Complémentaires santé obligatoires en entreprise: inquiétude des Alsaciens-Mosellans (Illustration)
Complémentaires santé obligatoires en entreprise: inquiétude des Alsaciens-Mosellans (Illustration) - V. WARTNER / 20 MINUTES

La complémentaire santé obligatoire va-t-elle signer la fin du régime local d’assurance-maladie ? Effective depuis le 1er janvier 2016 ailleurs en France, la loi qui oblige toutes les entreprises à proposer à leurs salariés une complémentaire santé qu’elles financent à hauteur de 50 % ne s’appliquera qu’au 1er juillet 2016 en Alsace-Moselle. Mais, déjà, les responsables du régime local d’assurance-maladie sont inquiets.

Le système doit être réformé pour éviter que les 2,1 millions d’affiliés au Régime local d’assurance maladie d’Alsace-Moselle ne cotisent plus que les autres Français, estime son président Daniel Lorthiois, dans une lettre adressée lundi au Premier ministre Manuel Valls.

« Rupture d’égalité »

« Le régime local couvre déjà 72 % des prestations minimales prévues par la complémentaire santé obligatoire. Les salariés financent seuls ces 72 %. Si rien ne change, ces salariés devront supporter en outre la moitié des 28 % restant. Ils financeront donc 86 %, et les entreprises seulement les 14 % restants », explique son président, Daniel Lorthiois.

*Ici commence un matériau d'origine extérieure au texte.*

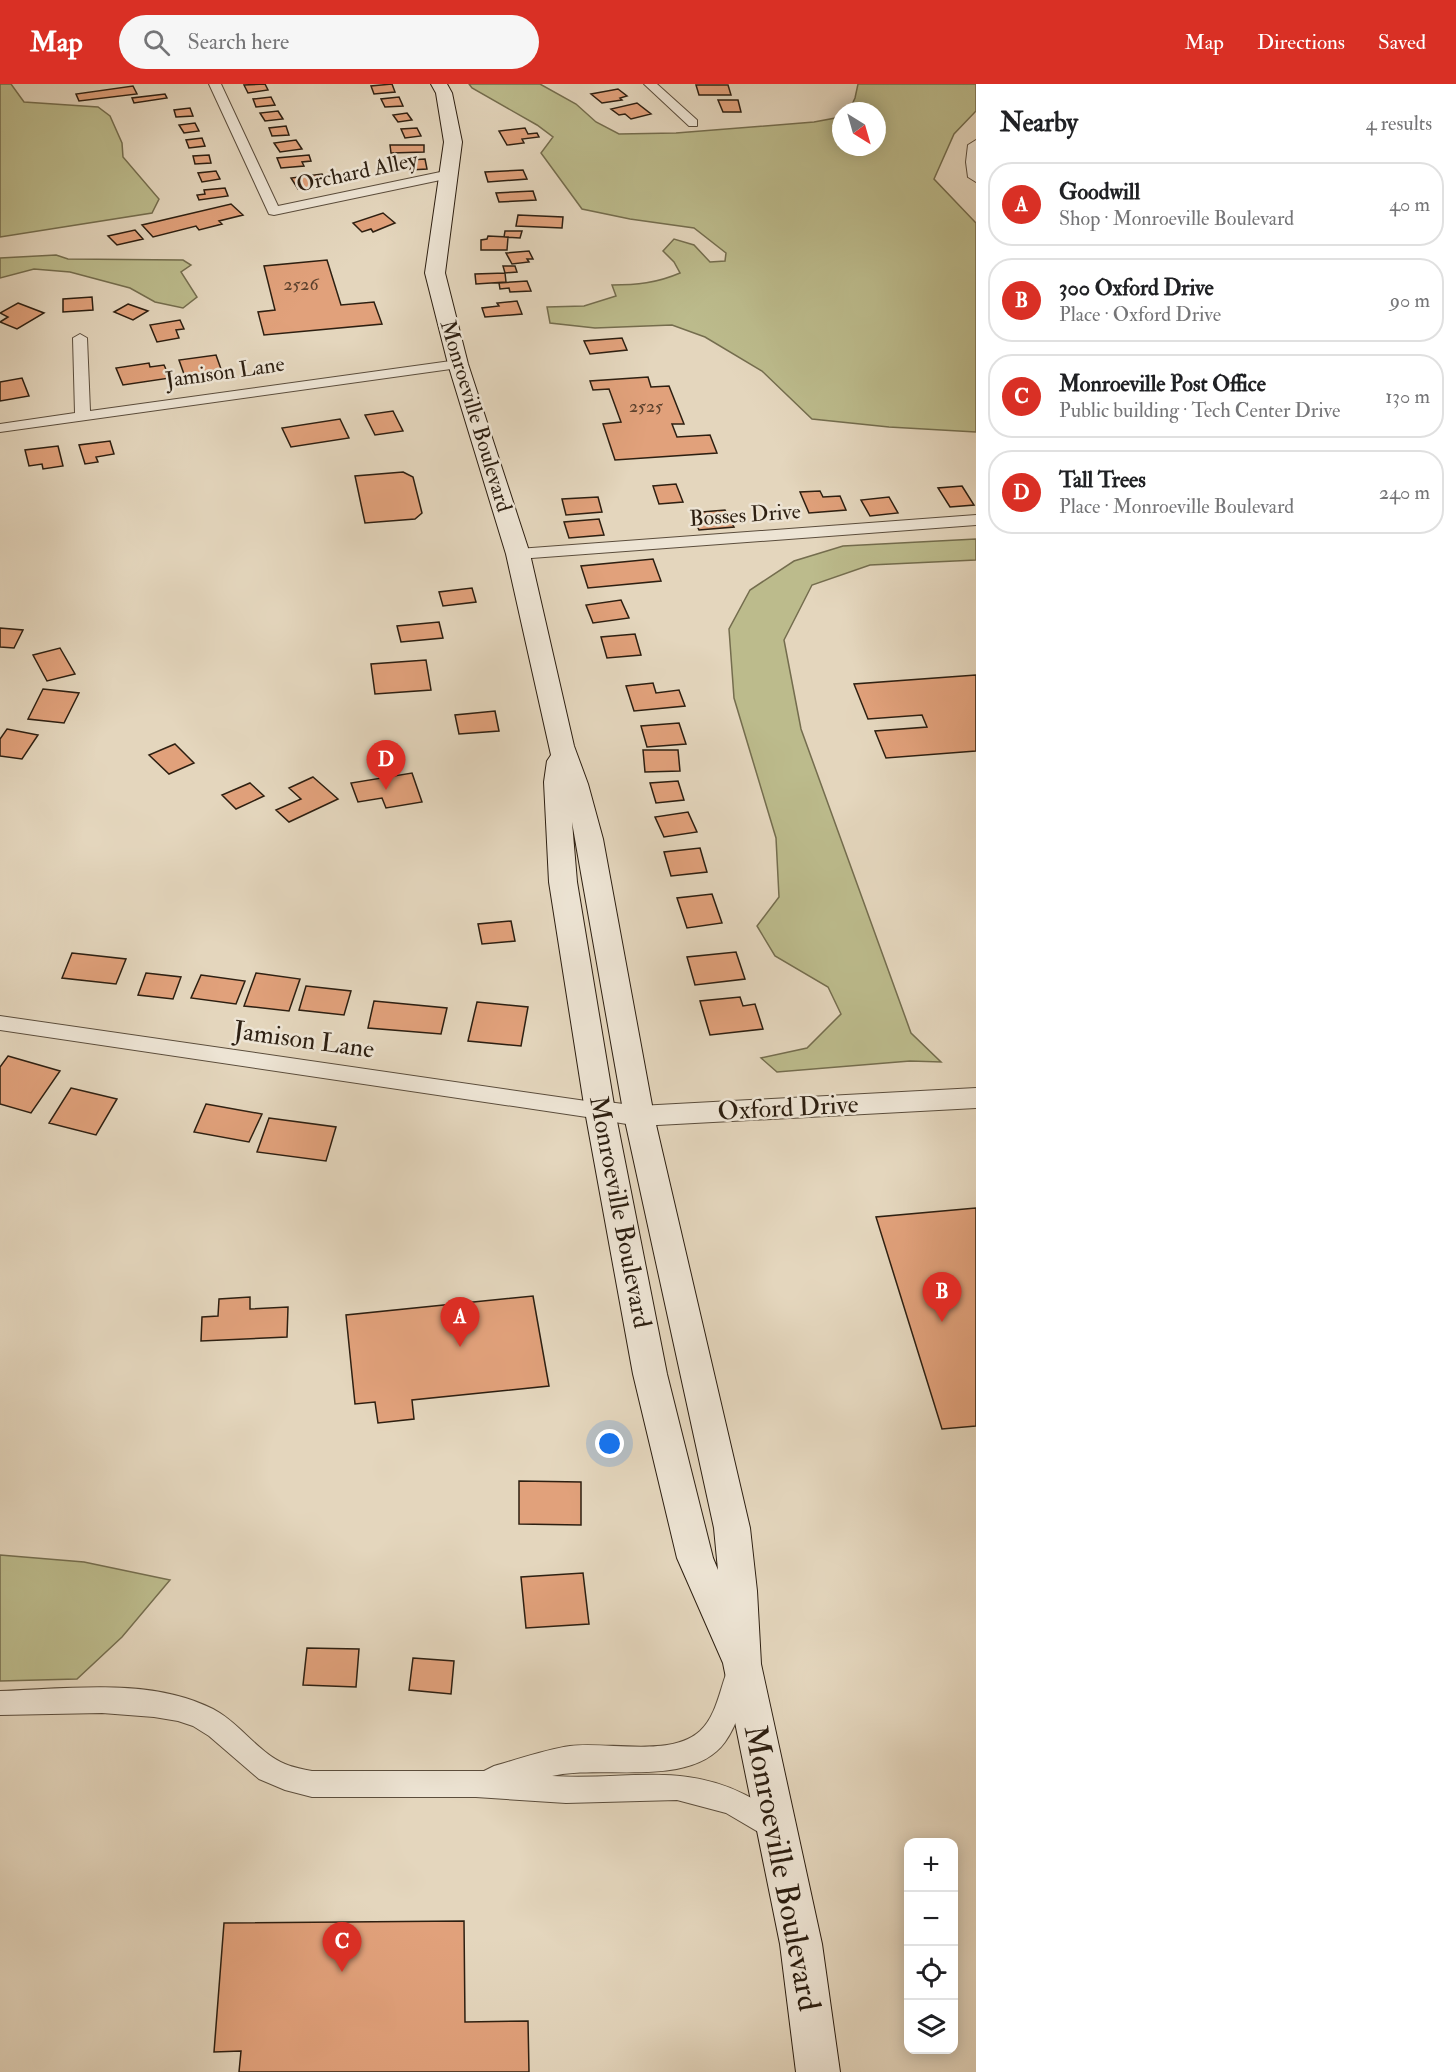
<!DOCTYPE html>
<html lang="en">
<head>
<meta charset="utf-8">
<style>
	body { margin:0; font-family:"IM FELL Double Pica",serif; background:#f6f6f6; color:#202124 }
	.controls { position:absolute; right:18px; bottom:18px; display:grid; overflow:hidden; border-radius:12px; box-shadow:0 3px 15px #0003 }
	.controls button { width:54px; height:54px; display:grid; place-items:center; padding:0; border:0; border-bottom:2px solid #e0e0e0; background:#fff; color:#202124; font:30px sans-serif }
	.compass { position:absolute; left:832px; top:18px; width:54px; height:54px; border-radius:50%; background:#fff; box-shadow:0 3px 15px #0003; rotate:143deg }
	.you { position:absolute; left:610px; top:1360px; width:21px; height:21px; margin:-15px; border:4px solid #fff; border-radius:50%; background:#1a73e8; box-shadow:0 0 0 9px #1a73e833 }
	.badge { display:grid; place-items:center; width:39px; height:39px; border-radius:50%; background:#d93025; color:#fff; font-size:20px; font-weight:700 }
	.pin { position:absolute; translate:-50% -50px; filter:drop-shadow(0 2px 3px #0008) }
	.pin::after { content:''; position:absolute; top:32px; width:21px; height:18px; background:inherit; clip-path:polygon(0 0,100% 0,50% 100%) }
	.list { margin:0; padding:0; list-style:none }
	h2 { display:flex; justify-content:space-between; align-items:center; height:78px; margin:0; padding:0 24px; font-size:26px }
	h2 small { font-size:20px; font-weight:400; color:#757577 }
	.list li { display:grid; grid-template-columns:39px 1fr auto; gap:18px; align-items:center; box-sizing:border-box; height:84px; margin:0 12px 12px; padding:0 12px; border:2px solid #e0e0e0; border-radius:24px }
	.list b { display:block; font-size:22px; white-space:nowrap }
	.list p { margin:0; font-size:20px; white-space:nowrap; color:#757577 }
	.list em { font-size:20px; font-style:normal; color:#757577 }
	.icon { flex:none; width:33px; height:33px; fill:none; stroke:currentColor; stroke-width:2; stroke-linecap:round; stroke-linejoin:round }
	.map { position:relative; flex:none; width:976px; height:1988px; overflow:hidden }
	header { display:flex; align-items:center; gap:36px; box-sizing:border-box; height:84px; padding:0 30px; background:#d93025; color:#fff }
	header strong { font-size:28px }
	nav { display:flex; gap:33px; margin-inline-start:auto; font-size:21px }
	.search { width:420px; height:54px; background:#f6f6f6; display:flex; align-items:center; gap:15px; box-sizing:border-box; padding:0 21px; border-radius:33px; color:#757577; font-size:22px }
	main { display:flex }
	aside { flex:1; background:#fff }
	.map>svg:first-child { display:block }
	.green { fill:#bcbb8c; stroke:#746d4e; stroke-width:1.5 }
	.building { fill:#e1a17b; stroke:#2d1f11; stroke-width:1.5 }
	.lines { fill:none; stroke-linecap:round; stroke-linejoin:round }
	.minor-casing { stroke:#5b4d3c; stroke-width:2 }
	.tertiary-casing { stroke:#5b4d3c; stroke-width:2 }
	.secondary-casing { stroke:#2d1f11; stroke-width:2 }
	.minor { fill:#ede4d4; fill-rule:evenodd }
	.tertiary { fill:#ede4d4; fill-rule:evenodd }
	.secondary { fill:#ede4d4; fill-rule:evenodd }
	.labels { text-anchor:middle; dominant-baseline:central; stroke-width:5; stroke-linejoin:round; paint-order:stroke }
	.far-number-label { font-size:18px; fill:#5a402c }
	.far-street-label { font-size:22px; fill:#2d1f11; stroke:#ede4d4 }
	.street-label { font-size:26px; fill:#2d1f11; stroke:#ede4d4 }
	.near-street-label { font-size:32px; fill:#2d1f11; stroke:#ede4d4 }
</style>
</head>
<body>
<header>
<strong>Map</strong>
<div class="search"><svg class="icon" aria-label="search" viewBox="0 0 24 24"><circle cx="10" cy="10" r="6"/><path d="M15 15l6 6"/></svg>Search here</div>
<nav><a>Map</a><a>Directions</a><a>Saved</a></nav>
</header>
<main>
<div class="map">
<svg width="976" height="1988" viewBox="0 0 976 1988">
	<rect width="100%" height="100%" fill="#e4d6bd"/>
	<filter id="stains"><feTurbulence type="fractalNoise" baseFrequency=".00333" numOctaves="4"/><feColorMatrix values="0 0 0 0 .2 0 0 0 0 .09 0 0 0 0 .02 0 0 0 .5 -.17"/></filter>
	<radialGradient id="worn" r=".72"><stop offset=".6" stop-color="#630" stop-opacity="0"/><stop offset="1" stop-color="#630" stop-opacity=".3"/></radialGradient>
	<path class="green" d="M0,0H11L24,18L98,23L110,32L122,59L123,73L159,115L152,129L0,153Z
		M469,0H540L576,20L596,38L619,50L676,49L814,38L841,33V63H877V27H849L855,14L858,0H976V27L954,50L934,95L976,139V348L889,343L812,335L762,287L705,253L672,241L595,244L550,239L547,223L584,222L616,212L612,201C636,201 657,199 680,189L674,178L663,167L674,155L694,161L710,178L725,177L726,169L694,144L630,135L582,125L541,69L553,53L537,41L472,4Z
		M56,171L68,175L183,176L191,181L181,188L197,213L183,224L155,218L130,204L70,188L34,185L0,194V174Z
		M976,455V476L870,481L812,501L784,556L801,645L911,949L941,978L910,977L777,988L761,974L807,964L841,930L828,903L775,872L757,842L779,813L776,754L734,614L729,545L750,506L794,477L843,462Z
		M0,1471L84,1478L170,1496L122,1553L77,1595L0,1597Z"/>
	<path class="building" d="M265,0L268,6L248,9L244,1Z
		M392,0L395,8L374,10L371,2Z
		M696,1H728L731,11H699Z
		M133,2L137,10L79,17L76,10Z
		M618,5L627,12L620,14L622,16L602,19L591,10Z
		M165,10L167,14L134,19L132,14Z
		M271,13L275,21L256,23L253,15Z
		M399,13L403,22L385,23L381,15Z
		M718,16H738L741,28H723Z
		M637,19L651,30L631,35L625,30L619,31L611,25Z
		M190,24L193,32L176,33L174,26Z
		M278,27L283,35L265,37L260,29Z
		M407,29L412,36L398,38L393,31Z
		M195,39L199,47L184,49L179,41Z
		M286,42L289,51L272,52L269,44Z
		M417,44L421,52L405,54L401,45Z
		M525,44L528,50L537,49L539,53L522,55L524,59L507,61L499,47Z
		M202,54L205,62L189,64L186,56Z
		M296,56L302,65L280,68L274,59Z
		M390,61H424V68L391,69Z
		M209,71L211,79L195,80L193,72Z
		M309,71L311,77L302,78L304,82L281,84L277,74Z
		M425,75L427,85L410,86V76Z
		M523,86L527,95L488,98L485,88Z
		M216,87L220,95L202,98L198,89Z
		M322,90L325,95L312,96L316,103L298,105L291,94Z
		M225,104L228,112L199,116L197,111L205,110L204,106Z
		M533,107L536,116L499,118L496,109Z
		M231,120L243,131L219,137L222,140L199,146L196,142L153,153L142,141Z
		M383,129L395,139L373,148L371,145L362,148L353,139Z
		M518,131L563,133L562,144L516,142Z
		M135,146L143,155L117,161L108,152Z
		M505,147H522L520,154L504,153Z
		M488,152L508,153L507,166H481V156L487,155Z
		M529,167L533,175H527L529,178L512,180L506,169Z
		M327,176L341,221L374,218L382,240L264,251L258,228L275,226L264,182Z
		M503,182H515L517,188L505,189Z
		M505,189L506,198L476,200L475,190Z
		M527,197L531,207L510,208L509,204L500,205L499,199Z
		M92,213L93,226L63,228V215Z
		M517,217L522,230L485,233L482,224L499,222L497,219Z
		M18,219L44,229L17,245L0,238L8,233L0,229Z
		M128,220L148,227L133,236L114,228Z
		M180,236L184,245L176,246L179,254L157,258L150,241Z
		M622,254L627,266L590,270L584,257Z
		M216,271L222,288L185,293L179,276Z
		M149,279L150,283L164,281L170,294L123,301L116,284Z
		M648,293L651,303L669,302L684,340H672L677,353L710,351L717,369L615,376L603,340L621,338L609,305L593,306L590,297Z
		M22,294L29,312L0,317V298Z
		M393,327L403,347L375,351L365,331Z
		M340,335L349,354L291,363L282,344Z
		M110,357L114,370L96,373L98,378L85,380L79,361Z
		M58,362L63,382L43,385L42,380L29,382L25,366Z
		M403,388L413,393L422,429L415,435L365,439L355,392Z
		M676,400L683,418L659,420L653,402Z
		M962,402L974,421L950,423L938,404Z
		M820,407L823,413L840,412L846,426L809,429L800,408Z
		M598,413L602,428L566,431L562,415Z
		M889,413L898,429L870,432L861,416Z
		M725,426L734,443L699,446L691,429Z
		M599,435L604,451L569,454L564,438Z
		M653,475L661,497L588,504L581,482Z
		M472,504L476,518L443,522L439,508Z
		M621,516L629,534L593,539L586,521Z
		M439,538L443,554L401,558L397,542Z
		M0,544L23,546L14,564L0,563Z
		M635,550L641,571L607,574L601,553Z
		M60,564L75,590L47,597L33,571Z
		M426,576L431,606L375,610L371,580Z
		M976,591V667L886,674L875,647L927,643L922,631L868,635L854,600Z
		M653,599L656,609L679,606L685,622L634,627L626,602Z
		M43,605L79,609L64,639L28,635Z
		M495,627L499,647L459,650L455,631Z
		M679,639L686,660L647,663L641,642Z
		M7,645L38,651L22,675L0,672V655Z
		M175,660L194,679L169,690L149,671Z
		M643,666H678L680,687L645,688Z
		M412,689L422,718L386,724L382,714L358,718L351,699Z
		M313,693L338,715L289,738L276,726L301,715L289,704Z
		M678,697L684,716L656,719L650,699Z
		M250,699L264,712L236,725L222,711Z
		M688,728L697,748L664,753L655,733Z
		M700,764L707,788L671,792L664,768Z
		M712,810L722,839L687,844L677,814Z
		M511,837L515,857L482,860L478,840Z
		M736,868L745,895L695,901L687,873Z
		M72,869L126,875L116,900L62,894Z
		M146,889L181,893L173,915L138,911Z
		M256,889L300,895L289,927L244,922Z
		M201,891L245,897L236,920L191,914Z
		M306,902L351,907L344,931L299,926Z
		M740,913L743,922L755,920L763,945L710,951L700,917Z
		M374,917L447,924L441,950L368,944Z
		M477,918L528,923L521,962L468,957Z
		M8,972L60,987L31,1029L0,1020V983Z
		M71,1004L117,1015L96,1051L49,1039Z
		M206,1020L262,1030L249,1058L194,1048Z
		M269,1034L336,1043L326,1077L257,1068Z
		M976,1124V1342L942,1345L876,1133Z
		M533,1212L549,1302L412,1316L414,1335L378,1339L375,1318L355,1320L346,1231Z
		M250,1213V1225L288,1223L287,1253L201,1257L202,1233L218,1232L219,1215Z
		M519,1397L581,1398V1441L519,1440Z
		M583,1489L589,1540L526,1544L521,1493Z
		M307,1564L359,1565L356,1603L303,1601Z
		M413,1574L454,1577L451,1610L409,1606Z
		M464,1837L465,1938L528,1937L529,1988H239L241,1967L214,1968L224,1839Z"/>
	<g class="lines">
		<g class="minor-casing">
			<path id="minor" d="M209,0H221L278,122L450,86L456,90L450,94L274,131L269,130Z
				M644,0H657L697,36V42H689Z
				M80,250L87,254L90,327L458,276L465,280L458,284L0,348V340L75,329L73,254Z
				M976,431V441L518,475L510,470L518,465Z
				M0,932L600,1019L608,1021L611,1027L608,1033L600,1035L0,946Z
				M739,1577L748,1580L752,1589C745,1612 739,1638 725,1658C691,1705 602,1680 552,1692C629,1697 689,1675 760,1719C773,1726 785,1731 791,1745L787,1755L777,1759L726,1729L677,1716L566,1719L476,1713H312L285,1706L259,1695L209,1652L193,1642L178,1637L154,1633L102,1629L0,1631V1607C68,1605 150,1593 213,1625C240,1639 257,1668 285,1680C294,1684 303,1685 312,1687H484L494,1682C519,1675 544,1666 570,1662C607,1657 670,1674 700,1647C718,1630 720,1602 730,1580Z"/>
		</g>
		<g class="tertiary-casing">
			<path id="tertiary" d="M976,56V98L968,93L966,78L968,61Z
				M976,1004V1024L639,1042L590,1034L586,1027L590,1020L600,1017L639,1022Z"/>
		</g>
		<g class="secondary-casing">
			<path id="secondary" d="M431,0H447L452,9L462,58L445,189L468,280L530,470L574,662L588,700L603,755L654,1032L750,1444L757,1507L761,1580L822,1860L840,1988H796L780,1860L723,1579L677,1474L633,1290L585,1027L549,798L544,698L547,677L551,671L506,470L448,280L425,189L444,58L436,9ZM572,738L624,1032L714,1444L718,1486L713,1474L667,1290L615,1027L577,798Z"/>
		</g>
		<use href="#minor" class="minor"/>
		<use href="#tertiary" class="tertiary"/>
		<use href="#secondary" class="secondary"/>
	</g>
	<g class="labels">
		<g class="far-number-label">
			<text x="301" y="200">2526</text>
			<text x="646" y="322">2525</text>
		</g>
		<g class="far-street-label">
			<text transform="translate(357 88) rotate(-12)">Orchard Alley</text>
			<text transform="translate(225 288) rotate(-8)">Jamison Lane</text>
			<text transform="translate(476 332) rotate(73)">Monroeville Boulevard</text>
			<text transform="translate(745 431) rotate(-4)">Bosses Drive</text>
		</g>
		<g class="street-label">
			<text transform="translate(304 956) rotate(8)">Jamison Lane</text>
			<text transform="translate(788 1024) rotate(-3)">Oxford Drive</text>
			<text transform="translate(620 1128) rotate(79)">Monroeville Boulevard</text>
		</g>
		<g class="near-street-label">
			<text transform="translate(782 1784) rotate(79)">Monroeville Boulevard</text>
		</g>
	</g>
	<rect width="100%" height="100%" filter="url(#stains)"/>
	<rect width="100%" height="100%" fill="url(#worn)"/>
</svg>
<div class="controls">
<button>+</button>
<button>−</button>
<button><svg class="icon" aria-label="locate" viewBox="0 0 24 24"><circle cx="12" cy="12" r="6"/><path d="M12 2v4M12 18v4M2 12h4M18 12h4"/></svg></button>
<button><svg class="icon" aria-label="layers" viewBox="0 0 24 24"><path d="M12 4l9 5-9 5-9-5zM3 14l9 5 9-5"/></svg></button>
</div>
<svg class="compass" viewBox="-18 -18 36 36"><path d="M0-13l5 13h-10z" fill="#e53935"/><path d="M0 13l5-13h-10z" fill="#757577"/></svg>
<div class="you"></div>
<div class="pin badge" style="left:460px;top:1263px">A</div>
<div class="pin badge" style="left:942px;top:1238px">B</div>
<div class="pin badge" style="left:342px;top:1888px">C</div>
<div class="pin badge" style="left:386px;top:706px">D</div>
</div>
<aside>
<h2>Nearby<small>4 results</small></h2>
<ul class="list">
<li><span class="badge">A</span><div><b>Goodwill</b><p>Shop · Monroeville Boulevard</p></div><em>40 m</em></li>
<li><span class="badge">B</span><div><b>300 Oxford Drive</b><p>Place · Oxford Drive</p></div><em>90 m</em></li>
<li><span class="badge">C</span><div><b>Monroeville Post Office</b><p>Public building · Tech Center Drive</p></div><em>130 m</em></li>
<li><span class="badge">D</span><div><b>Tall Trees</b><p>Place · Monroeville Boulevard</p></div><em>240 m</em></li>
</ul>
</aside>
</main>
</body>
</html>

Selon lui, cette « rupture d’égalité » entre les Alsaciens et Mosellans et le reste des Français crée un risque de censure de la part du Conseil constitutionnel, mettant ainsi en danger la pérennité du Régime local d’Assurance Maladie, fondé sur la solidarité.

Un appel aux élus

Pour éviter la censure du Conseil constitutionnel, M. Lorthiois propose d’aligner les prestations du Régime local sur celles du panier de soins minimum prévu par la nouvelle loi et d'« adopter un mécanisme de cotisations équivalent entre salariés et employeurs, déjà effectif depuis janvier dans le reste de la France ».

Pour M. Lorthiois, qui vient de lancer une campagne pour mobiliser les élus d’Alsace-Moselle, il s’agit de « préserver un régime parfaitement solidaire et qui risque d’être mis à mal par des recours juridiques ».